もっとおおぜいの方と出会い、議論を積み重ね、市民の力を市政につなげていきたいと考えています。皆さんの声をぜひお寄せください。

どうしたら救える「みどりの危機」!

生活の質を豊かにする…みどり、緑…

 華やいだ桜の季節が終わって、若々しい新緑が目にやさしく飛び込んできます。そして玄関前やベランダに飾られた色とりどりの花もまちを明るく彩っています。毎年春はうきうきしてしまうのですが、狛江のほぼ中心(?)にあるセントラルハイツの市役所側の10階の非常階段を下りようとして、何気なく見下ろした狛江のまち、本当にみどり(畑や樹林)が少なくなっていることに愕然としました。
 
 豊かなバリエーションを見せているのは駅前の緑地保全地区、そして古くからある塚や屋敷林ですが、本当に数えるほどしか見えないのです。
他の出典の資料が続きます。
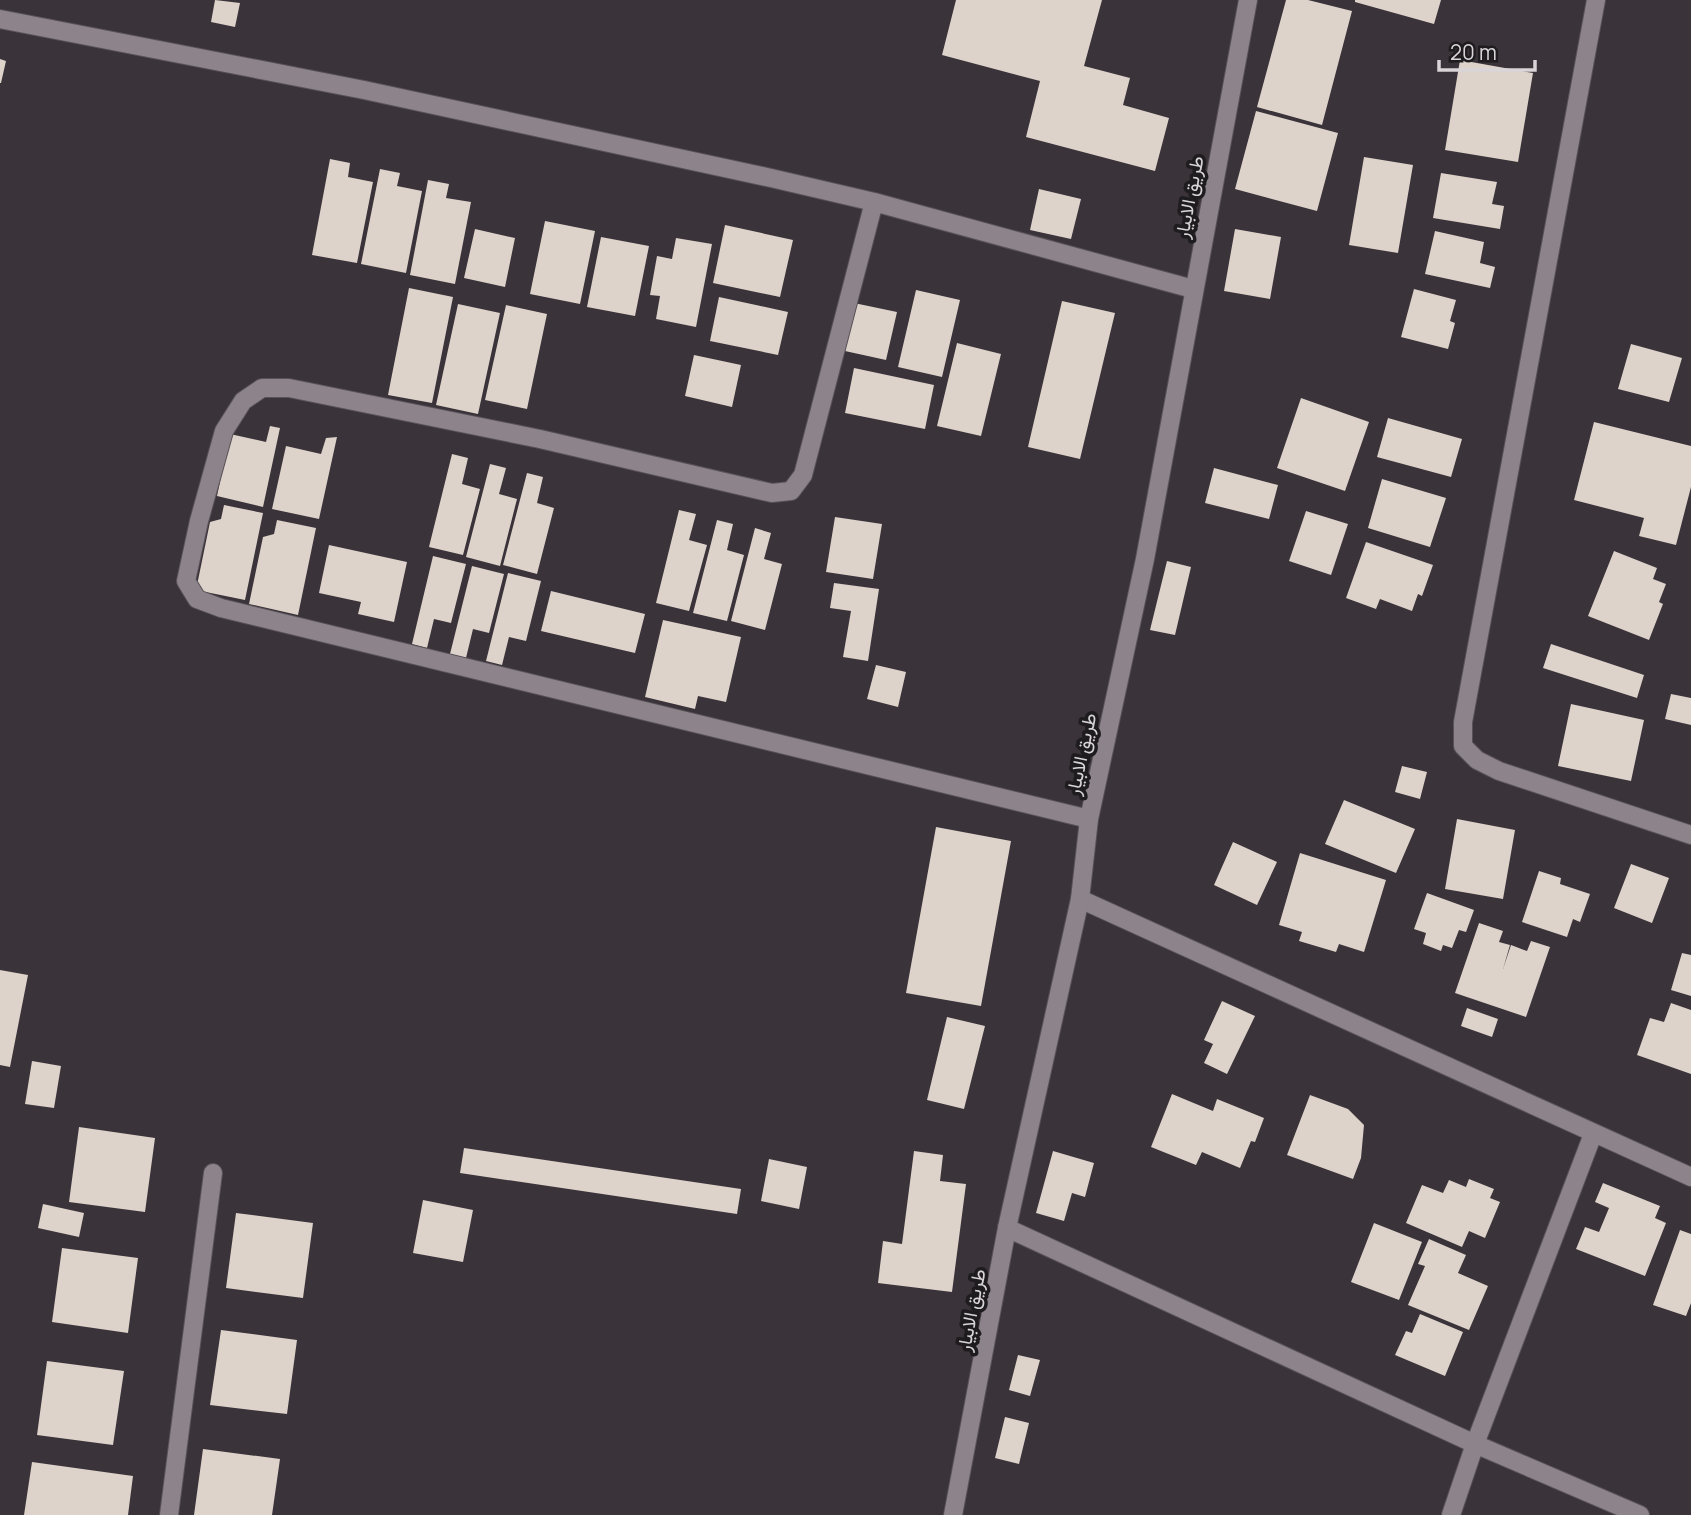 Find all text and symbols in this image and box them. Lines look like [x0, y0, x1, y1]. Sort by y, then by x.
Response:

思わずマンションの外廊下を急ぎ足で歩いて他の方角も眺めてみましたが、マンションや家が立ち並ぶ灰色の町が見えるばかりです。
 狛江の緑被率が23%と23区並であることやそれにもかかわらず一人当たりの公園面積が23区の半分以下という数字をビジュアルに再認識。
 少し前までうっそうとしていた林やキャベツ畑がいつのまにかしゃれた住宅地になっているというのがここ数年顕著に見られる変化です。まちの環境と景観に大いに寄与している畑や樹林地を残すために、「今、何かしなければ!」という思いを強くしました。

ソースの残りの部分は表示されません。